## PROVIDED INFORMATION:
*** Begin section ***
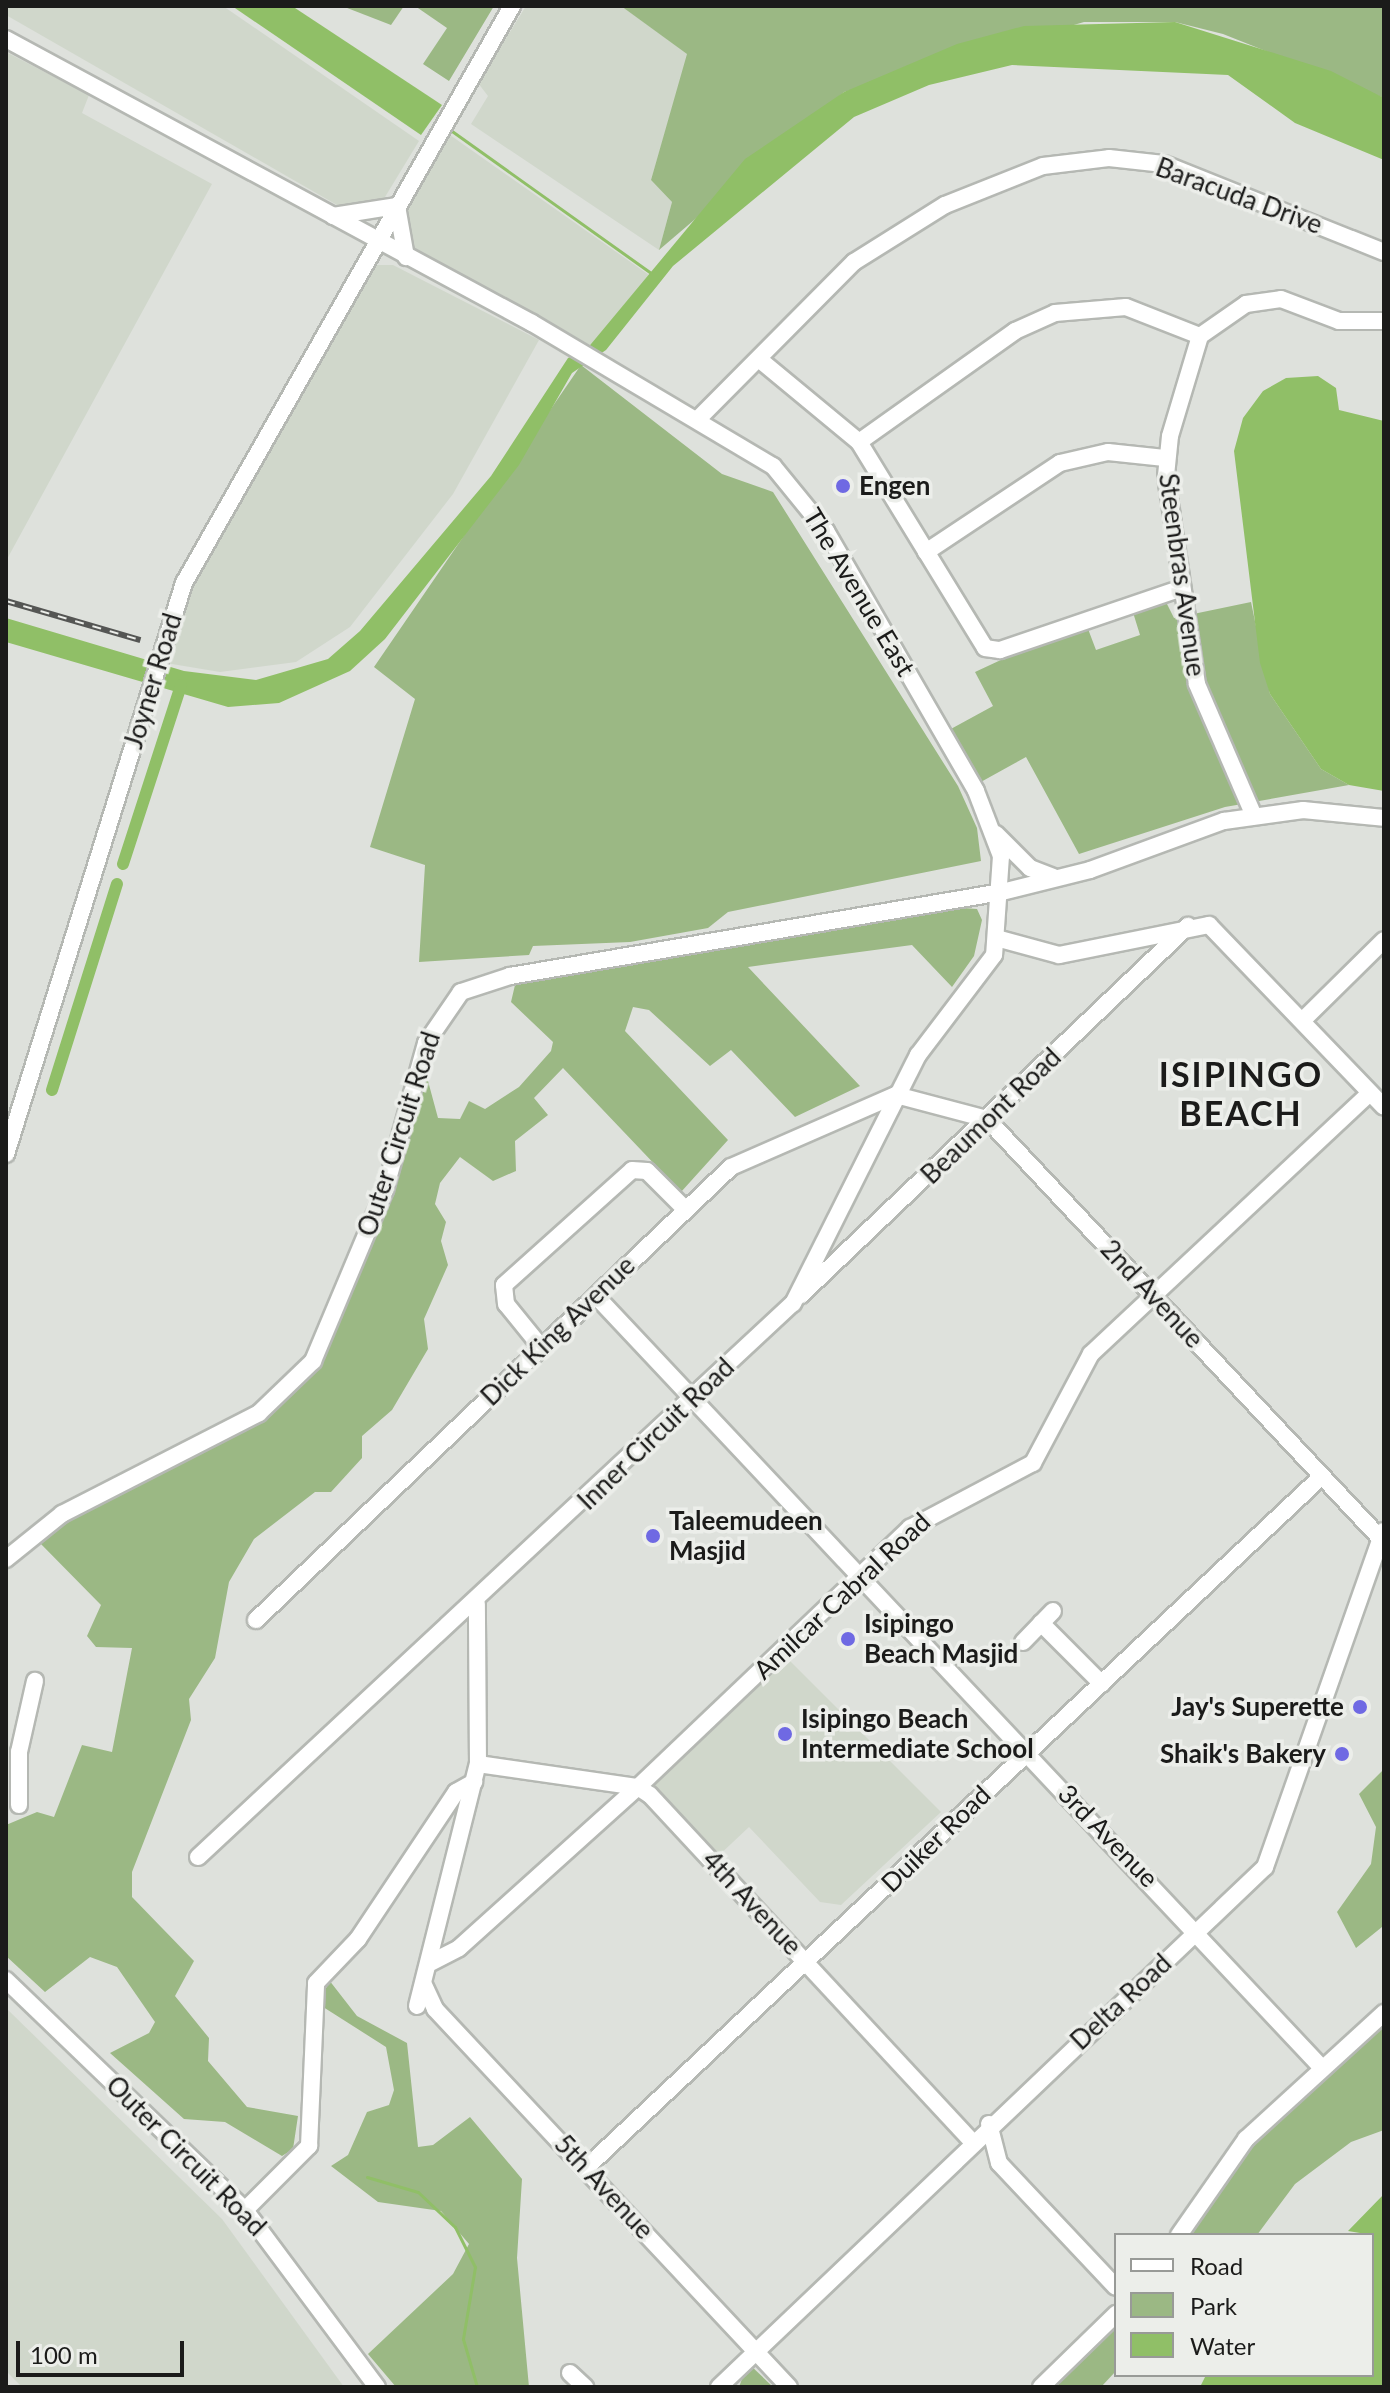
<!DOCTYPE html>
<style>
body{margin:0}
#map{position:relative;width:1390px;height:2393px;overflow:hidden;background:#dee1dc;font-family:Lato,sans-serif}
div>[style]{position:absolute}
[style*='--x']{left:calc(var(--x)*1px);top:calc(var(--y)*1px);width:calc(var(--w)*1px);rotate:calc(var(--a)*1deg)}
.built>*{inset:0;background:#d0d7cb}
.green>*{inset:0;background:#9bb884}
.water>*{inset:0;background:#90bf67}
.stream>*{height:3px;margin:-1.5px;padding:0 1.5px;transform-origin:1.5px;border-radius:1.5px;background:#90bf67}
.canal>*{height:12px;margin:-6px;padding:0 6px;transform-origin:6px;border-radius:6px;background:#90bf67}
.roads{filter:drop-shadow(2px 0 #b5b8b3) drop-shadow(-2px 0 #b5b8b3) drop-shadow(0 2px #b5b8b3) drop-shadow(0 -2px #b5b8b3)}
.minor>*{height:16px;margin:-8px;padding:0 8px;transform-origin:8px;border-radius:8px;background:#fff}
.rail>*{height:6px;margin-top:-3px;transform-origin:0;background:repeating-linear-gradient(90deg,#eceeea 0 9px,#555654 0 18px);box-sizing:border-box;border-block:2px solid #555654}
.dots>*{width:22px;height:22px;translate:-50% -50%;box-sizing:border-box;border:4px solid #eceeea;border-radius:50%}
span{translate:-50% -50%;white-space:nowrap;text-align:center;line-height:1.15;-webkit-text-stroke:7px #eceeea;paint-order:stroke}
.street-label{font-size:26px;color:#1b1b1a}
.poi-label{font-size:26px;color:#1b1b1a;font-weight:700}
.left{translate:0 -50%;text-align:left}
.right{translate:-100% -50%;text-align:right}
.district-label{font-size:34px;color:#1b1b1a;font-weight:700;letter-spacing:2px}
.frame{position:absolute;inset:0;border:8px solid #1b1b1a;pointer-events:none}
.legend{position:absolute;left:1114px;top:2233px;width:260px;height:144px;box-sizing:border-box;background:#eceeea;border:2px solid #989a97;margin:0;padding:10px 14px;list-style:none;font-size:24px;color:#1b1b1a}
.legend li{display:flex;align-items:center;gap:16px;height:40px}
.legend b{width:40px;border:2px solid #989a97}
.scale{position:absolute;left:16px;top:2341px;width:168px;height:36px;box-sizing:border-box;border:4px solid #1b1b1a;border-top:0;padding-left:10px;font-size:24px;line-height:28px;white-space:nowrap;color:#1b1b1a;-webkit-text-stroke:6px #eceeea;paint-order:stroke}
</style>
<div id="map">
<div class="built">
<div style="clip-path:polygon(6px 6px,223px 6px,419px 141px,385px 197px,373px 205px,337px 205px,6px 15px)"></div>
<div style="clip-path:polygon(526px 6px,621px 6px,688px 54px,651px 180px,672px 202px,659px 250px,471px 124px,488px 96px,478px 83px)"></div>
<div style="clip-path:polygon(6px 52px,89px 95px,82px 113px,212px 184px,6px 561px)"></div>
<div style="clip-path:polygon(450px 135px,649px 275px,586px 350px,412px 250px,404px 217px)"></div>
<div style="clip-path:polygon(372px 265px,393px 265px,539px 340px,453px 494px,350px 627px,296px 662px,220px 672px,166px 663px,194px 576px)"></div>
<div style="clip-path:polygon(786px 1657px,941px 1812px,841px 1905px,820px 1902px,749px 1827px,715px 1859px,647px 1786px)"></div>
<div style="clip-path:polygon(6px 2008px,222px 2219px,344px 2387px,22px 2387px,6px 2371px)"></div>
</div>
<div class="green">
<div style="clip-path:polygon(342px 6px,404px 6px,391px 25px)"></div>
<div style="clip-path:polygon(415px 6px,494px 6px,449px 81px,423px 64px,447px 28px)"></div>
<div style="clip-path:polygon(621px 6px,1384px 6px,1384px 98px,1223px 34px,1175px 22px,1084px 22px,844px 92px,659px 250px,672px 202px,651px 180px,687px 54px)"></div>
<div style="clip-path:polygon(581px 365px,722px 474px,773px 492px,958px 786px,977px 828px,981px 861px,728px 912px,708px 928px,630px 942px,533px 946px,529px 955px,419px 962px,425px 865px,370px 847px,415px 699px,374px 667px)"></div>
<div style="clip-path:polygon(1165px 600px,1174px 618px,1251px 602px,1270px 694px,1321px 769px,1349px 785px,1225px 807px,1079px 854px,1026px 757px,979px 783px,949px 730px,993px 706px,975px 672px,1085px 621px,1096px 650px,1140px 635px,1131px 606px)"></div>
<div style="clip-path:polygon(949px 907px,977px 909px,982px 920px,974px 956px,952px 987px,912px 945px,748px 967px,860px 1086px,795px 1117px,731px 1050px,710px 1066px,649px 1010px,633px 1007px,625px 1031px,728px 1140px,681px 1192px,563px 1068px,534px 1098px,548px 1115px,515px 1141px,516px 1171px,493px 1181px,460px 1157px,440px 1183px,435px 1204px,446px 1222px,441px 1241px,448px 1265px,424px 1319px,428px 1349px,392px 1410px,362px 1436px,362px 1458px,331px 1492px,315px 1492px,254px 1539px,229px 1582px,215px 1658px,189px 1699px,191px 1720px,132px 1872px,132px 1897px,194px 1961px,175px 1996px,209px 2038px,208px 2061px,247px 2107px,298px 2116px,293px 2149px,282px 2156px,225px 2122px,184px 2119px,110px 2053px,149px 2033px,155px 2022px,117px 1967px,90px 1957px,45px 1992px,6px 1956px,6px 1825px,37px 1812px,54px 1817px,82px 1745px,112px 1752px,132px 1648px,96px 1647px,87px 1636px,101px 1605px,38px 1541px,70px 1516px,241px 1432px,306px 1375px,420px 1079px,428px 1081px,438px 1118px,460px 1119px,469px 1101px,485px 1109px,519px 1087px,551px 1051px,553px 1042px,511px 1002px,515px 985px)"></div>
<div style="clip-path:polygon(1384px 1769px,1382px 1927px,1356px 1948px,1337px 1912px,1371px 1864px,1376px 1827px,1359px 1794px)"></div>
<div style="clip-path:polygon(329px 1980px,357px 2016px,407px 2043px,418px 2147px,433px 2145px,470px 2117px,522px 2179px,517px 2258px,529px 2387px,396px 2387px,368px 2354px,453px 2274px,469px 2244px,441px 2211px,378px 2202px,331px 2166px,348px 2155px,367px 2112px,389px 2105px,394px 2090px,386px 2047px,320px 2005px)"></div>
<div style="clip-path:polygon(1384px 2021px,1384px 2130px,1351px 2142px,1295px 2184px,1257px 2235px,1189px 2235px,1252px 2141px)"></div>
<div style="clip-path:polygon(1116px 2321px,1116px 2371px,1101px 2387px,1056px 2387px)"></div>
<div style="clip-path:polygon(748px 2363px,773px 2387px,739px 2387px)"></div>
</div>
<div class="water">
<div style="clip-path:polygon(232px 6px,292px 6px,442px 105px,421px 135px)"></div>
<div style="clip-path:polygon(1175px 22px,1331px 71px,1384px 98px,1384px 160px,1295px 123px,1228px 75px,1012px 65px,929px 85px,854px 117px,673px 266px,606px 350px,572px 373px,519px 465px,385px 639px,350px 671px,279px 703px,228px 707px,6px 642px,6px 618px,184px 671px,256px 680px,328px 659px,360px 631px,491px 476px,568px 358px,586px 350px,745px 159px,844px 92px,957px 44px,1024px 26px)"></div>
<div style="clip-path:polygon(1318px 376px,1336px 388px,1339px 410px,1384px 421px,1384px 791px,1349px 785px,1321px 769px,1270px 694px,1260px 663px,1234px 451px,1243px 418px,1263px 391px,1286px 378px)"></div>
<div style="clip-path:polygon(1384px 2194px,1384px 2387px,1200px 2387px,1206px 2375px,1372px 2375px,1372px 2235px,1348px 2231px)"></div>
</div>
<div class="stream">
<div style="--x:449;--y:129;--w:248;--a:35.5"></div>
<div style="--x:367;--y:2177;--w:53;--a:16.4"></div>
<div style="--x:418;--y:2192;--w:51;--a:43.4"></div>
<div style="--x:455;--y:2227;--w:45;--a:63.4"></div>
<div style="--x:475;--y:2267;--w:73;--a:99.5"></div>
<div style="--x:463;--y:2339;--w:50;--a:73.7"></div>
</div>
<div class="canal">
<div style="--x:123;--y:864;--w:188;--a:-72"></div>
<div style="--x:52;--y:1090;--w:216;--a:-72.5"></div>
</div>
<div class="roads">
<div class="minor">
<div style="--x:6;--y:39;--w:598;--a:28.37"></div>
<div style="--x:532;--y:323;--w:280;--a:30.7"></div>
<div style="--x:773;--y:466;--w:84;--a:50.8"></div>
<div style="--x:826;--y:531;--w:300;--a:60"></div>
<div style="--x:976;--y:791;--w:70;--a:69"></div>
<div style="--x:1001;--y:856;--w:99;--a:94"></div>
<div style="--x:994;--y:955;--w:126;--a:127.2"></div>
<div style="--x:918;--y:1055;--w:278;--a:116.7"></div>
<div style="--x:793;--y:1303;--w:813;--a:137.04"></div>
<div style="--x:333;--y:216;--w:65;--a:-8.9"></div>
<div style="--x:397;--y:206;--w:52;--a:80"></div>
<div style="--x:760;--y:360;--w:129;--a:39.6"></div>
<div style="--x:859;--y:442;--w:241;--a:58.5"></div>
<div style="--x:985;--y:648;--w:15;--a:8"></div>
<div style="--x:1000;--y:650;--w:192;--a:-18.8"></div>
<div style="--x:699;--y:418;--w:220;--a:-45.2"></div>
<div style="--x:854;--y:262;--w:107;--a:-32.1"></div>
<div style="--x:945;--y:205;--w:105;--a:-21.7"></div>
<div style="--x:1043;--y:166;--w:66;--a:-6.9"></div>
<div style="--x:1109;--y:158;--w:55;--a:6.2"></div>
<div style="--x:1164;--y:164;--w:237;--a:21.8"></div>
<div style="--x:859;--y:442;--w:191;--a:-35.4"></div>
<div style="--x:1015;--y:331;--w:44;--a:-24.2"></div>
<div style="--x:1055;--y:313;--w:71;--a:-4.8"></div>
<div style="--x:1126;--y:307;--w:79;--a:21.4"></div>
<div style="--x:926;--y:552;--w:161;--a:-33.6"></div>
<div style="--x:1060;--y:463;--w:49;--a:-12.9"></div>
<div style="--x:1108;--y:452;--w:57;--a:6"></div>
<div style="--x:1254;--y:816;--w:144;--a:-113.4"></div>
<div style="--x:1197;--y:684;--w:210;--a:-98.5"></div>
<div style="--x:1166;--y:476;--w:40;--a:-84.3"></div>
<div style="--x:1170;--y:436;--w:104;--a:-73.3"></div>
<div style="--x:1200;--y:336;--w:56;--a:-34.8"></div>
<div style="--x:1246;--y:304;--w:35;--a:-8"></div>
<div style="--x:1281;--y:299;--w:62;--a:20.8"></div>
<div style="--x:1339;--y:321;--w:45;--a:0"></div>
<div style="--x:996;--y:834;--w:48;--a:45"></div>
<div style="--x:1030;--y:868;--w:25;--a:21"></div>
<div style="--x:1000;--y:939;--w:61;--a:15.2"></div>
<div style="--x:1059;--y:955;--w:153;--a:-11.3"></div>
<div style="--x:1209;--y:925;--w:252;--a:46.1"></div>
<div style="--x:1302;--y:1021;--w:115;--a:-44.6"></div>
<div style="--x:6;--y:1154;--w:598;--a:-72.69"></div>
<div style="--x:184;--y:583;--w:664;--a:-60.38"></div>
<div style="--x:801;--y:1295;--w:535;--a:-43.64"></div>
<div style="--x:596;--y:1296;--w:1057;--a:46.76"></div>
<div style="--x:541;--y:1347;--w:55;--a:-129.1"></div>
<div style="--x:506;--y:1304;--w:19;--a:-96"></div>
<div style="--x:504;--y:1285;--w:172;--a:-41.9"></div>
<div style="--x:632;--y:1170;--w:15;--a:4"></div>
<div style="--x:647;--y:1171;--w:52;--a:45"></div>
<div style="--x:6;--y:1559;--w:72;--a:-38.8"></div>
<div style="--x:62;--y:1514;--w:221;--a:-27.1"></div>
<div style="--x:259;--y:1413;--w:75;--a:-43.9"></div>
<div style="--x:313;--y:1361;--w:186;--a:-67.2"></div>
<div style="--x:385;--y:1190;--w:153;--a:-74.4"></div>
<div style="--x:426;--y:1043;--w:62;--a:-55.5"></div>
<div style="--x:461;--y:992;--w:52;--a:-18.1"></div>
<div style="--x:510;--y:976;--w:499;--a:-9.7"></div>
<div style="--x:1002;--y:892;--w:91;--a:-14"></div>
<div style="--x:1090;--y:870;--w:143;--a:-20.1"></div>
<div style="--x:1224;--y:821;--w:80;--a:-7.9"></div>
<div style="--x:1303;--y:810;--w:81;--a:5.6"></div>
<div style="--x:256;--y:1620;--w:656;--a:-43.64"></div>
<div style="--x:731;--y:1167;--w:180;--a:-23.6"></div>
<div style="--x:896;--y:1095;--w:94;--a:14.8"></div>
<div style="--x:987;--y:1119;--w:576;--a:46.83"></div>
<div style="--x:1041;--y:1623;--w:86;--a:45"></div>
<div style="--x:1023;--y:1642;--w:43;--a:-45.9"></div>
<div style="--x:478;--y:1764;--w:162;--a:8.2"></div>
<div style="--x:638;--y:1787;--w:14;--a:34"></div>
<div style="--x:650;--y:1795;--w:473;--a:47.1"></div>
<div style="--x:19;--y:1805;--w:53;--a:-90"></div>
<div style="--x:19;--y:1752;--w:73;--a:-77.3"></div>
<div style="--x:432;--y:1962;--w:30;--a:-27"></div>
<div style="--x:459;--y:1948;--w:241;--a:-42"></div>
<div style="--x:638;--y:1787;--w:376;--a:-43.6"></div>
<div style="--x:910;--y:1528;--w:139;--a:-27.9"></div>
<div style="--x:1033;--y:1463;--w:123;--a:-62"></div>
<div style="--x:1091;--y:1354;--w:382;--a:-43.1"></div>
<div style="--x:6;--y:1980;--w:332;--a:43.9"></div>
<div style="--x:245;--y:2210;--w:221;--a:53.3"></div>
<div style="--x:424;--y:1985;--w:26;--a:65"></div>
<div style="--x:435;--y:2009;--w:518;--a:46.88"></div>
<div style="--x:417;--y:2006;--w:250;--a:-75.9"></div>
<div style="--x:478;--y:1764;--w:160;--a:-90.4"></div>
<div style="--x:989;--y:2124;--w:40;--a:75.6"></div>
<div style="--x:999;--y:2163;--w:170;--a:46.7"></div>
<div style="--x:587;--y:2167;--w:1006;--a:-43.23"></div>
<div style="--x:245;--y:2210;--w:91;--a:-45"></div>
<div style="--x:309;--y:2146;--w:163;--a:-87.5"></div>
<div style="--x:316;--y:1983;--w:61;--a:-46.3"></div>
<div style="--x:358;--y:1939;--w:177;--a:-56.3"></div>
<div style="--x:456;--y:1792;--w:21;--a:-29"></div>
<div style="--x:1179;--y:2235;--w:117;--a:-55.1"></div>
<div style="--x:1246;--y:2139;--w:187;--a:-42.4"></div>
<div style="--x:570;--y:2373;--w:21;--a:43"></div>
<div style="--x:719;--y:2387;--w:754;--a:-43.6"></div>
<div style="--x:1265;--y:1867;--w:356;--a:-70.6"></div>
<div style="--x:1041;--y:2387;--w:105;--a:-44.2"></div>
</div>
</div>
<div class="rail">
<div style="--x:6;--y:601;--w:140;--a:16.2"></div>
</div>
<div class="dots">
<div style="left:843px;top:486px;background:#6f69e3"></div>
<div style="left:653px;top:1536px;background:#6f69e3"></div>
<div style="left:848px;top:1639px;background:#6f69e3"></div>
<div style="left:1360px;top:1707px;background:#6f69e3"></div>
<div style="left:785px;top:1734px;background:#6f69e3"></div>
<div style="left:1342px;top:1754px;background:#6f69e3"></div>
</div>
<div class="street-label">
<span style="left:1239px;top:196px;rotate:20deg">Baracuda Drive</span>
<span style="left:1182px;top:575px;rotate:82deg">Steenbras Avenue</span>
<span style="left:859px;top:592px;rotate:59deg">The Avenue East</span>
<span style="left:153px;top:681px;rotate:-73deg">Joyner Road</span>
<span style="left:991px;top:1116px;rotate:-44deg">Beaumont Road</span>
<span style="left:399px;top:1134px;rotate:-72deg">Outer Circuit Road</span>
<span style="left:1152px;top:1294px;rotate:47deg">2nd Avenue</span>
<span style="left:558px;top:1331px;rotate:-44deg">Dick King Avenue</span>
<span style="left:656px;top:1434px;rotate:-44deg">Inner Circuit Road</span>
<span style="left:842px;top:1596px;rotate:-43deg">Amilcar Cabral Road</span>
<span style="left:1108px;top:1836px;rotate:46deg">3rd Avenue</span>
<span style="left:936px;top:1839px;rotate:-44deg">Duiker Road</span>
<span style="left:752px;top:1903px;rotate:47deg">4th Avenue</span>
<span style="left:1121px;top:2002px;rotate:-43deg">Delta Road</span>
<span style="left:186px;top:2156px;rotate:45deg">Outer Circuit Road</span>
<span style="left:604px;top:2187px;rotate:47deg">5th Avenue</span>
</div>
<div class="poi-label">
<span class="left" style="left:859px;top:486px">Engen</span>
<span class="left" style="left:669px;top:1536px">Taleemudeen<br>Masjid</span>
<span class="left" style="left:864px;top:1639px">Isipingo<br>Beach Masjid</span>
<span class="right" style="left:1344px;top:1707px">Jay's Superette</span>
<span class="left" style="left:801px;top:1734px">Isipingo Beach<br>Intermediate School</span>
<span class="right" style="left:1326px;top:1754px">Shaik's Bakery</span>
</div>
<div class="district-label">
<span style="left:1241px;top:1093px">ISIPINGO<br>BEACH</span>
</div>
<div class="frame"></div>
<ul class="legend">
<li><b style="height:10px;background:#fff"></b>Road</li>
<li><b style="height:22px;background:#9bb884"></b>Park</li>
<li><b style="height:22px;background:#90bf67"></b>Water</li>
</ul>
<div class="scale">100 m</div>
</div>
*** End section ***
## EXERCISE DESCRIPTION:
What lines above mention "margin"? Copy each one.

## EXERCISE RESULT:
body{margin:0}
.stream>*{height:3px;margin:-1.5px;padding:0 1.5px;transform-origin:1.5px;border-radius:1.5px;background:#90bf67}
.canal>*{height:12px;margin:-6px;padding:0 6px;transform-origin:6px;border-radius:6px;background:#90bf67}
.minor>*{height:16px;margin:-8px;padding:0 8px;transform-origin:8px;border-radius:8px;background:#fff}
.rail>*{height:6px;margin-top:-3px;transform-origin:0;background:repeating-linear-gradient(90deg,#eceeea 0 9px,#555654 0 18px);box-sizing:border-box;border-block:2px solid #555654}
.legend{position:absolute;left:1114px;top:2233px;width:260px;height:144px;box-sizing:border-box;background:#eceeea;border:2px solid #989a97;margin:0;padding:10px 14px;list-style:none;font-size:24px;color:#1b1b1a}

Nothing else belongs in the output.